US Federal Budget by Family – Part 4
This is our final post on the subject. You can access the earlier posts by clicking on any of these links: Part 1, Part 2, Part 3.
I subscribe to the saying “A picture is worth a thousand words.” This picture tells the real story about the future of our country:
During 2012 our government spent $1,856 per household in interest costs to service the federal debt. The most striking aspect of the graph is that the cost to our government to service the debt is less than it was in the mid 1990s, but the amount of debt has grown a whopping 460%!
How has this happened? Easy explanation…. interest rates have declined dramatically over the last several decades. What drives rates… supply vs. demand just like any other product, and our Federal Reserve has been gobbling up all the supply pushing up prices and driving interest rates down. (Click here to view our past Blog post on Fed Bond Purchases)
The problem occurs when Treasury holders (individuals, retirement plans, foreign countries) start to doubt the ability to get a return of their principal. This “flip of the switch” will be sudden and unexpected like a “thief in the night”. The result of this will be a sharp rise in interest rates, which causes a ripple effect into currency prices and the cost of goods. We have seen this destruction before: Germany after WWII, Argentina in the mid-1990s and recently Greece.
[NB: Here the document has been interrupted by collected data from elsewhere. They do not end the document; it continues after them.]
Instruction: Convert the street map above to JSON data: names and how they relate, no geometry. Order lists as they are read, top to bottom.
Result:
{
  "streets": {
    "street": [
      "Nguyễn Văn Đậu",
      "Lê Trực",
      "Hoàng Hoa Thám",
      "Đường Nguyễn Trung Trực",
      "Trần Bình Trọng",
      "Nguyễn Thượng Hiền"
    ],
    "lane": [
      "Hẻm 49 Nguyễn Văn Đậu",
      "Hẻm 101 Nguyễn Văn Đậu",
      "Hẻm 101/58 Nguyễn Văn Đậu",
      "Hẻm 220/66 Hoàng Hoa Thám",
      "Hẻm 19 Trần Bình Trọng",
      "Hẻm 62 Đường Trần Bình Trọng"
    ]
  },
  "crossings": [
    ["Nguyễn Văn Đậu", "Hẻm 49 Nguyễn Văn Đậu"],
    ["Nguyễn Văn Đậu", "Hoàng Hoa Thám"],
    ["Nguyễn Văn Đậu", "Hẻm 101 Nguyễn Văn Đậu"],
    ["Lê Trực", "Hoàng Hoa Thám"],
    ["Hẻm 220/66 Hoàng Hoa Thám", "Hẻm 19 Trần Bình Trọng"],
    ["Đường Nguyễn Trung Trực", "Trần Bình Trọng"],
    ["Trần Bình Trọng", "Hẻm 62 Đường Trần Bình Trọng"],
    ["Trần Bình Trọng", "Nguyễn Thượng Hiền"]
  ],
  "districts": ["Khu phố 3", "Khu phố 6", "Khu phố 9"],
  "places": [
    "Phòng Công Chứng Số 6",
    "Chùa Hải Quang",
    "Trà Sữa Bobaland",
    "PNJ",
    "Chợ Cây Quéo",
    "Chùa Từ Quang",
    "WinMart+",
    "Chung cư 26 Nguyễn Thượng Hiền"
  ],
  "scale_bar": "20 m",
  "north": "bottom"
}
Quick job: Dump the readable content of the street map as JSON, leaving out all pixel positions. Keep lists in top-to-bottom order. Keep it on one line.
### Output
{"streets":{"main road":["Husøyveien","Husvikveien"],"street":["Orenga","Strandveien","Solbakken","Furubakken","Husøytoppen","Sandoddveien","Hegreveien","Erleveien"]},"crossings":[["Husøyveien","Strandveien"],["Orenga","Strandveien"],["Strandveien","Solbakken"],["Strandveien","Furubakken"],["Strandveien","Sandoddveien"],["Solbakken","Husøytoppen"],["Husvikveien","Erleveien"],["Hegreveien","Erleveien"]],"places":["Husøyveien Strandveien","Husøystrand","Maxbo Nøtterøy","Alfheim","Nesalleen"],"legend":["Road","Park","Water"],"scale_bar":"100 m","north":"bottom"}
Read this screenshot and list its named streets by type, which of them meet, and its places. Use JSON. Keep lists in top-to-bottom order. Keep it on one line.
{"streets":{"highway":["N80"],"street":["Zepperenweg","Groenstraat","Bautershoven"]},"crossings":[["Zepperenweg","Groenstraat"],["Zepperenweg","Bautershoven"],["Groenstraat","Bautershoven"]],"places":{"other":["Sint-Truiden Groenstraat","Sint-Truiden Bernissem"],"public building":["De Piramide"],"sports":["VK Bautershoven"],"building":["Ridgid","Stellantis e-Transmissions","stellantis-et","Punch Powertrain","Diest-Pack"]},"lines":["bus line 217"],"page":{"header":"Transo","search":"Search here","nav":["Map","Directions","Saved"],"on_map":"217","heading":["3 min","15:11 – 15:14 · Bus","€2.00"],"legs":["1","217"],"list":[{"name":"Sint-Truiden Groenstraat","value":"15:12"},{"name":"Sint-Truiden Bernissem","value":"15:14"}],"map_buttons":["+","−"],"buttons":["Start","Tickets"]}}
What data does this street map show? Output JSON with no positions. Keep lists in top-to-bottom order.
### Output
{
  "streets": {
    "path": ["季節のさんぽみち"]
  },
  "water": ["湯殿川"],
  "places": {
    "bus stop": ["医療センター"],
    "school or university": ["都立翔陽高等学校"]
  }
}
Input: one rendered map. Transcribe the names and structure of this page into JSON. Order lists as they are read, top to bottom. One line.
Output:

We do think we have enough time to prevent this type of outcome, but we have to start addressing it now! It won’t be fixed in a month or year, but it will take a decade to reverse course. We do feel sound minds will ultimately prevail.
Our best guess of a plan that makes sense is the Simpson-Bowles plan, as both the Republicans and Democrats dislike their proposals. Here is a video worth watching on their plan from Bloomberg Businessweek:
We will return to some positives next week, but wanted to take the time to hopefully help educate you on this this issue.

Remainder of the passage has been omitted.